In line with the conceptualization of social innovation around these two main characteristics, firms should encourage a dual CSR strategy. The first one “is interested in solutions to major social problems, based on entrepreneurial initiatives that place emphasis on philanthropy, individual responsibility, and on the market more than on the State” [
78] (p. 49). The second approach “puts greater emphasis on the collective nature of the processes and products of social innovation. It sees innovations as steps leading to social change, namely, the transformation of social relations that are at the origin of social problems” [
78] (p. 49). It focuses on fostering the participation of various societal actors (the “users”) in cooperative actions aimed at implementing new values, rules, and norms regarding the workplace, life conditions, community development and so on.
Partnering between corporations and nonprofits can contribute to both dimensions of social innovation by means of the development and implementation of increasingly sophisticated collaborations “with a problem-solving focus, including joint product development, pooled financing structures, voluntary standard creation, and asset sharing” [
79] (p. 26). Examples include the co-development of specific projects between the firm and the nonprofit to design and provide new products and/or services aimed at solving social or environmental problems, or co-joint projects to advocate for regulation and policy change around shared interests.
It is noteworthy that to achieve this type of high value-added partnership, top management commitment, and specifically its attitude toward risk, will be critical, since developing this approach will probably involve a change in the culture, ethical values, and motivation of the corporation. For instance, the change towards a political conception of CSR (or a social innovation-based culture) will likely involve: (1) a change in the global orientation of the organization (the set of ethical values that guide the firm’s activities, how the firm identifies the challenges it attempts to face, how it defines its target groups and fields of activity); (2) a change in the way by which the members of this organization participate in decision processes (fostering an open and participatory organizational culture); (3) a change in its degree of external openness toward external stakeholders (encouraging the external stakeholders’ feedback, involvement and active participation in policy making); and (4) a change in the extent to which it develops an advocacy work aimed at sensitizing policy makers.
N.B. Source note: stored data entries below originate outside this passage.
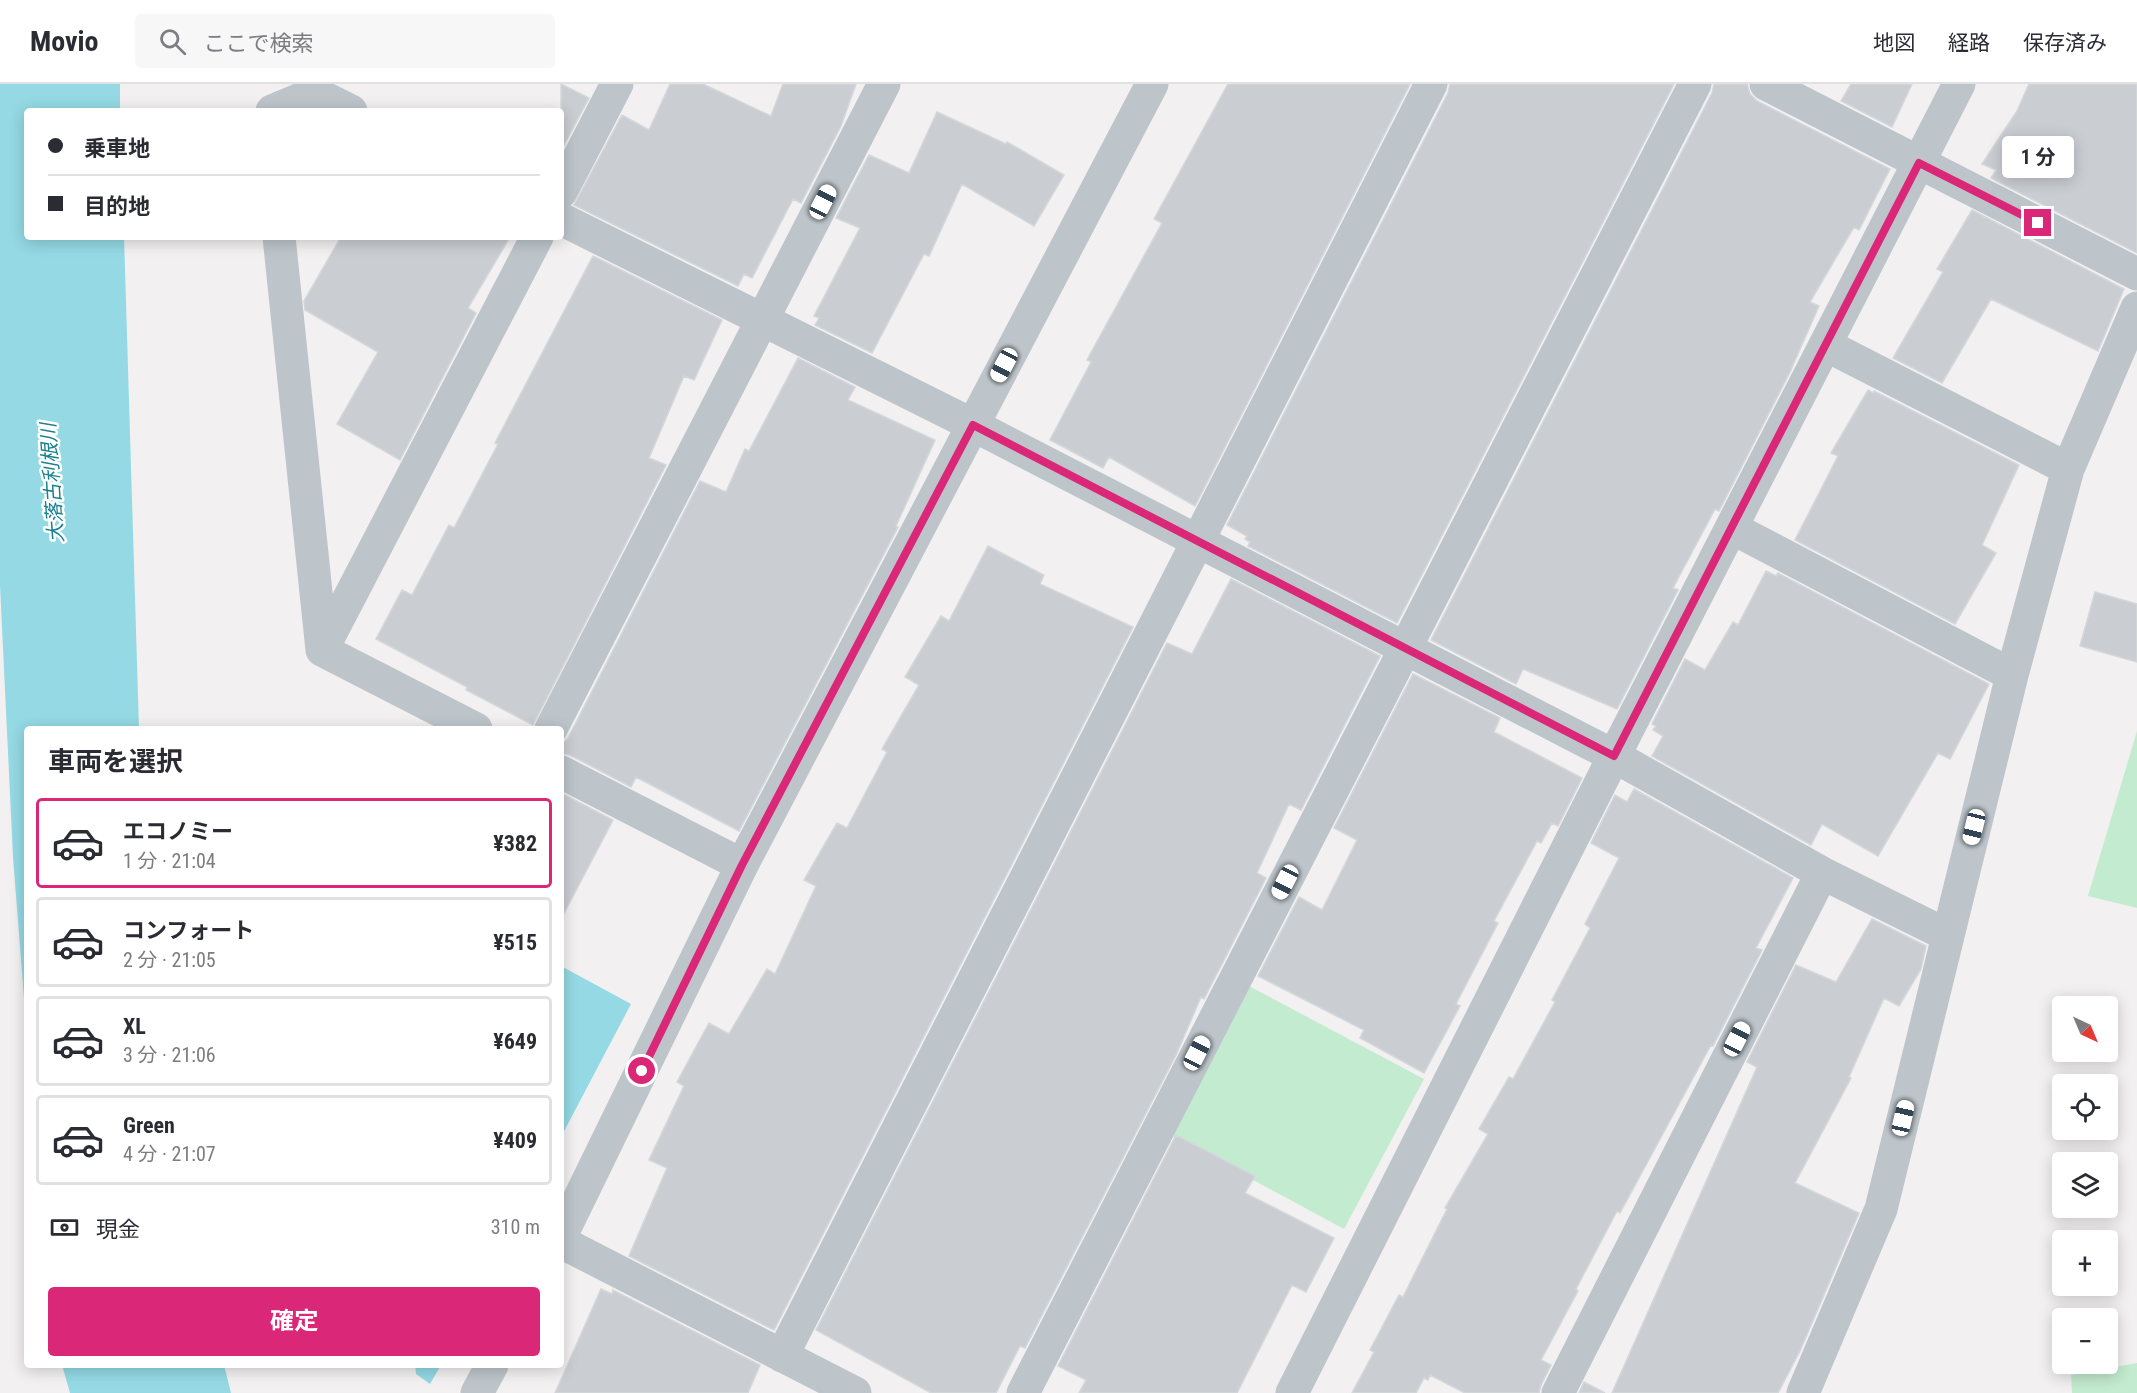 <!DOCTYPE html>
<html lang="ja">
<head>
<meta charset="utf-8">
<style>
  :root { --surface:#fff; --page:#f7f7f7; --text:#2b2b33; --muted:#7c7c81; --line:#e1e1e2; --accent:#db2777 }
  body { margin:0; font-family:"Roboto Condensed","Noto Sans JP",sans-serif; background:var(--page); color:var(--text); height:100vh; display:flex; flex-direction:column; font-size:22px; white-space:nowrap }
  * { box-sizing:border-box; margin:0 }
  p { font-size:20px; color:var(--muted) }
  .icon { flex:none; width:33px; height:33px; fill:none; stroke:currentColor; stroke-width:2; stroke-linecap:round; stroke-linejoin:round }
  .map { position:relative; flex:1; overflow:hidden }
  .panel { position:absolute; left:24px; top:642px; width:540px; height:642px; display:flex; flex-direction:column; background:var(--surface); border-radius:6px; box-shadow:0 3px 15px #0003 }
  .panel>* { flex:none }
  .hud { position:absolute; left:24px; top:24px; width:540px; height:132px; border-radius:6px; box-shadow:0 3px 15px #0003; display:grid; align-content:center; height:132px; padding:0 24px; background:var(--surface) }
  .needle { width:39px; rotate:136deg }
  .controls { position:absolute; left:2052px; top:912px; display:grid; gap:12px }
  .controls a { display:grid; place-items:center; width:66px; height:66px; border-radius:6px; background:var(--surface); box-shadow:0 3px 15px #0003; font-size:30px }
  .end { position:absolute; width:27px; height:27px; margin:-14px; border:8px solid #db2777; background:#fff; box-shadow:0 0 0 3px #fff }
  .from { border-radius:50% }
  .bubble { position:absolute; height:42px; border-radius:6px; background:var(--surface); box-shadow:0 3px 15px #0003; font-size:20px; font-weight:700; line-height:42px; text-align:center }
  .car { position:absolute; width:18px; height:36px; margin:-18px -9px; border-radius:8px; box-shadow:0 0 4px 2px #0007; background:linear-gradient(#fff 24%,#345 0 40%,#fff 0 76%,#345 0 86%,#fff 0) }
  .hud b { display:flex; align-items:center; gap:21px; height:57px; font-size:22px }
  .hud b+b { border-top:2px solid var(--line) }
  .hud i { width:15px; height:15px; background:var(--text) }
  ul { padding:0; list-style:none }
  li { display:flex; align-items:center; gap:18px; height:90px; margin:0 12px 9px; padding:0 12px; border:3px solid var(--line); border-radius:6px }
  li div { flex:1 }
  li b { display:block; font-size:22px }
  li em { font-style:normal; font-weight:700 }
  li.selected { border-color:var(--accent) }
  li>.icon { width:54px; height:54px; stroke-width:1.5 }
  h2 { padding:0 24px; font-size:27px; line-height:72px }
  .pay { display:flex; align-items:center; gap:15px; height:66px; padding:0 24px; font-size:22px }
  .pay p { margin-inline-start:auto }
  .action { display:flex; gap:12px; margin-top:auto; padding:12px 24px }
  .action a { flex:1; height:69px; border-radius:6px; background:var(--accent); color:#fff; font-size:24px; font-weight:700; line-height:69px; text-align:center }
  header { display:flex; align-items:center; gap:36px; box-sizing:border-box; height:84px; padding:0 30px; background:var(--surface); border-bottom:2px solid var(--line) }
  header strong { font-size:28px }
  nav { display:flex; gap:33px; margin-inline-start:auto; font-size:21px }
  .search { width:420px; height:54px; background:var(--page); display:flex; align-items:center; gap:15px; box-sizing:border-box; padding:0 21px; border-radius:6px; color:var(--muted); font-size:22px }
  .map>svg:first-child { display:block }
  .green { fill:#c3ebcf }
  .water { fill:#94d9e4 }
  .building { fill:#cacdd2; stroke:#d4d7da; stroke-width:1.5 }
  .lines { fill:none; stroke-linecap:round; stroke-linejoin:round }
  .minor { stroke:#bdc5cb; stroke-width:33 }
  .route { stroke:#db2777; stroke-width:8 }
  .labels { text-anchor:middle; stroke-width:5; stroke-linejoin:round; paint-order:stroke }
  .water-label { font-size:20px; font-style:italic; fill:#198090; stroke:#fff }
</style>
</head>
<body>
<header>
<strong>Movio</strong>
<div class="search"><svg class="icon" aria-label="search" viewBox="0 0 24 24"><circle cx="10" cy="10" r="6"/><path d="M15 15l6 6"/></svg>ここで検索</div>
<nav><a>地図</a><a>経路</a><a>保存済み</a></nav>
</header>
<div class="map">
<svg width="2137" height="1309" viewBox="0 0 2137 1309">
  <rect width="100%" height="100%" fill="#f2f0f0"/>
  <path class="green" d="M2137,647v177l-49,-12z
    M1247,901l177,94 -80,150 -176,-95z
    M2137,1279v30h-65l-1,-18z"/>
  <path class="water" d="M0,0h120v27h-93v126h97l15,492h-112v308l-14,-180 -13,-272z
    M561,882l70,38 -70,133z
    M62,1281h162l7,28h-161z
    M415,1281h26l-11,19 -14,-10z"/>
  <path class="building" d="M561,0l28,14 -28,53z
    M670,0h33l68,32 12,-32h73l-15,42 -40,77 -8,-4 -41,79 -8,-4 -6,12 -164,-81 48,-90 27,15z
    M1228,0h182l-215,422 -86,-49 -6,11 -53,-28 41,-78 -4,-2 75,-137 -8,-4z
    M1450,0h224l-277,539 -149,-77 2,-4 -5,-3 2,-3 -20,-11 221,-432z
    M1714,0h33l3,10 7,7 133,68 -31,61 -5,-3 -44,75 9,4 -29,66 -71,139 -4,-2 -42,79 5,2 -61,119 -94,-40 -7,15 -85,-44 281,-547z
    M1851,0h61l-20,43 -51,-26z
    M2029,0h108v169l-146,-75 5,-8 -14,-6 35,-53z
    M937,28l69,32 1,-2 57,33 -30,51 -72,-42 -33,72 -5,-2 -52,99 -57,-28 4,-7 -5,-2 46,-88 -24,-10 33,-63 40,18z
    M1972,126l152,79 -26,62 -107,-52 -49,84 -49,-25 50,-86 -6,-3z
    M341,153h169l-42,71 8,5 -76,147 -63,-36 41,-72 -73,-42 -1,-9z
    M593,172l129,64 -28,60 -10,-4 -35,82 17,7 -133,260 -67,-35 1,-3 -91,-48 26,-49 10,5 37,-70 5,3 44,-84 -3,-1z
    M798,274l57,29 -7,13 87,40 -39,86 2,1 -159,304 -103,-54 -5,10 -61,-32 -9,-2v-8l7,-7 132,-257 26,11 19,-43 4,2z
    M1868,306l5,3 1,-2 145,74 -37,80 14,8 -41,71 -160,-84 43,-84 -7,-3z
    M988,462l56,29 -4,9 93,43 -359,703 -145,-74 38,-88 -18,-8 35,-74 -7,-4 32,-59 20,11 38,-65 8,5 41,-88 -12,-6 33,-57 10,5 40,-76 -5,-3 37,-64 -14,-8 36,-61 8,5z
    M1766,487l10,5 2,-3 211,111 -39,75 -12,-6 -60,103 -56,-32 -11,21 -159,-89 11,-20 -10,-6 3,-4 -4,-2 33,-65 20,11 28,-48 5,3z
    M1231,495l149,77 -79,154 -12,-6 -32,69 9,5 -62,121 -3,-2 -25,58 -151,293 -5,-2 -24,47h-65l-115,-63 351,-687 25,11z
    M2095,508l42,12v58l-57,-16z
    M1413,590l87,44 -6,14 88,46 -24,48 -6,-3 -11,20 -4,-2 -43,80 4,2 -42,81 4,2 -36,67 -64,-35 4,-8 -106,-54 41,-79 23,13 35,-70 -23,-12z
    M1634,705l159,89 -37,70 6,2 -49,96 -2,-1 -91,168 -3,-2 -41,78 2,2 -37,69 10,5 -10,20 -2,8h-74l-35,-18 -2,5 -4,-2 -8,15h-64l22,-41 -4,-2 29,-55 4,2 44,-88 -2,-1 43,-74 -9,-5 30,-52 4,2 42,-77 -3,-2 38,-72 -5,-4 34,-66 -28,-15 24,-48 12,7z
    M561,709l52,27 -52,99z
    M1872,835l54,27 -5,23 -22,37 -15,-8 -35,79 2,1 -56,105 64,30 -59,138 -22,42h-166l145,-326 -10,-5 49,-97 40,17z
    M1176,1051l79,41 -10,17 89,45 -28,54 -14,-7 -55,108h-158l7,-13 -28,-14z
    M601,1205l11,5 1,-4 147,75 -12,28h-193z
    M1584,1298l21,11h-26z"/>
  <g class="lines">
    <path class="minor" d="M1766,0l371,190
      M272,27l43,-18 36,18
      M561,108l56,-108
      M561,135l412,206 641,331 208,117 125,62
      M279,153l43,413
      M1826,261l242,124
      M1732,444l280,147
      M476,645l-154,-79 215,-413
      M551,645l333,-645
      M561,688l181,93
      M561,1152l181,-371 410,-781
      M561,1158l294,151
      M782,1272l649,-1272
      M477,1309l15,-28
      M1023,1309l672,-1309
      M1292,1309l322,-637 345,-672
      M1558,1309l264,-520
      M1803,1309l78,-184 131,-534 56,-206 69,-161"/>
  </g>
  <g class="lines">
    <path class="route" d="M642,987l100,-206 231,-440 641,331 305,-593 119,60"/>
  </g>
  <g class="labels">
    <g class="water-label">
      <text transform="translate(52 399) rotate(-94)" y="7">大落古利根川</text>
    </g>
  </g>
</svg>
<div class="controls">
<a><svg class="needle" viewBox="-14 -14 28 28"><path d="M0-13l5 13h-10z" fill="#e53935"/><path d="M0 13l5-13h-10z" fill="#7c7c81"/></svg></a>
<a><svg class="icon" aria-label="locate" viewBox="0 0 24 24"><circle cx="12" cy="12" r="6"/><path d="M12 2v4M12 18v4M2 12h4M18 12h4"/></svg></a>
<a><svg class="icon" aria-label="layers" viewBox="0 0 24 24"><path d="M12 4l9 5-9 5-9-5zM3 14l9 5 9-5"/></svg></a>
<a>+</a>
<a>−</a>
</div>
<i class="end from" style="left:642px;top:987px"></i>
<i class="end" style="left:2038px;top:139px"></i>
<div class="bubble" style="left:2002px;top:52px;width:72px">1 分</div>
<i class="car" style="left:823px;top:118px;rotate:27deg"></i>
<i class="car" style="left:1004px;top:281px;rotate:208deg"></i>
<i class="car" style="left:1974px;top:743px;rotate:194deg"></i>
<i class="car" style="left:1285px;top:798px;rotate:207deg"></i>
<i class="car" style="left:1737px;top:955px;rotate:27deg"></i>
<i class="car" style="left:1197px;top:969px;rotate:27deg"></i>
<i class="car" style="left:1903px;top:1034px;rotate:13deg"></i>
<div class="hud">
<b><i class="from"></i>乗車地</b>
<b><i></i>目的地</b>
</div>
<section class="panel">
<h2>車両を選択</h2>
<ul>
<li class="selected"><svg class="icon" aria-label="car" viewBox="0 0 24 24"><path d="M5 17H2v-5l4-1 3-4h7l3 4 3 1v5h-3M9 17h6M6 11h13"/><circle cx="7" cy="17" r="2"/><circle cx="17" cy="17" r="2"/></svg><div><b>エコノミー</b><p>1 分 · 21:04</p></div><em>¥382</em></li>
<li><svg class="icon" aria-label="car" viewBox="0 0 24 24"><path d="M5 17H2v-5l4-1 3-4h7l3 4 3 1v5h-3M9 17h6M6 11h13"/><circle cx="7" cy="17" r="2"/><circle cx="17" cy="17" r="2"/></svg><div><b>コンフォート</b><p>2 分 · 21:05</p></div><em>¥515</em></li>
<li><svg class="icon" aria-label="car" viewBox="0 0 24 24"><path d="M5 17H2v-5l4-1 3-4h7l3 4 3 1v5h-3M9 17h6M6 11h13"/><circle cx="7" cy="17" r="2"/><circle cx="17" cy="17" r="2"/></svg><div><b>XL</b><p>3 分 · 21:06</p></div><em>¥649</em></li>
<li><svg class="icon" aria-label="car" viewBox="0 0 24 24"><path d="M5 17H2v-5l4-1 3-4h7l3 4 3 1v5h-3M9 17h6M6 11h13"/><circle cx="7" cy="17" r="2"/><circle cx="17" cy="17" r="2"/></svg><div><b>Green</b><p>4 分 · 21:07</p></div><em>¥409</em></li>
</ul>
<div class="pay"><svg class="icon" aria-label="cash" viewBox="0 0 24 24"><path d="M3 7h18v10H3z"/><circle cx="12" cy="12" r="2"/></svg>現金<p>310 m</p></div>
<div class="action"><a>確定</a></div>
</section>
</div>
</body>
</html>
Several topics are interesting for further research. One possibility is analyzing the effect of moderating variables that could influence the intensity of the effects, for example the degree of power asymmetry in the relationship. Another possibility consists of analyzing sustainable innovation as a result of BNPP, an under-researched topic. Only a few theoretical or mainly case-study based works have specifically examined this issue [
16,
80,
81,
82,
83].
Regarding the connection between social innovation and performance, the identification of the potential negative consequences of social innovation resulting from BNPP emerges as a relevant research topic from the ethical and sustainability perspective: is social innovation always morally right per se? Are the consequences derived from a particular innovation more favorable than unfavorable for all relevant stakeholders? Do some of these activities present different or even opposite consequences in the short and in the long term?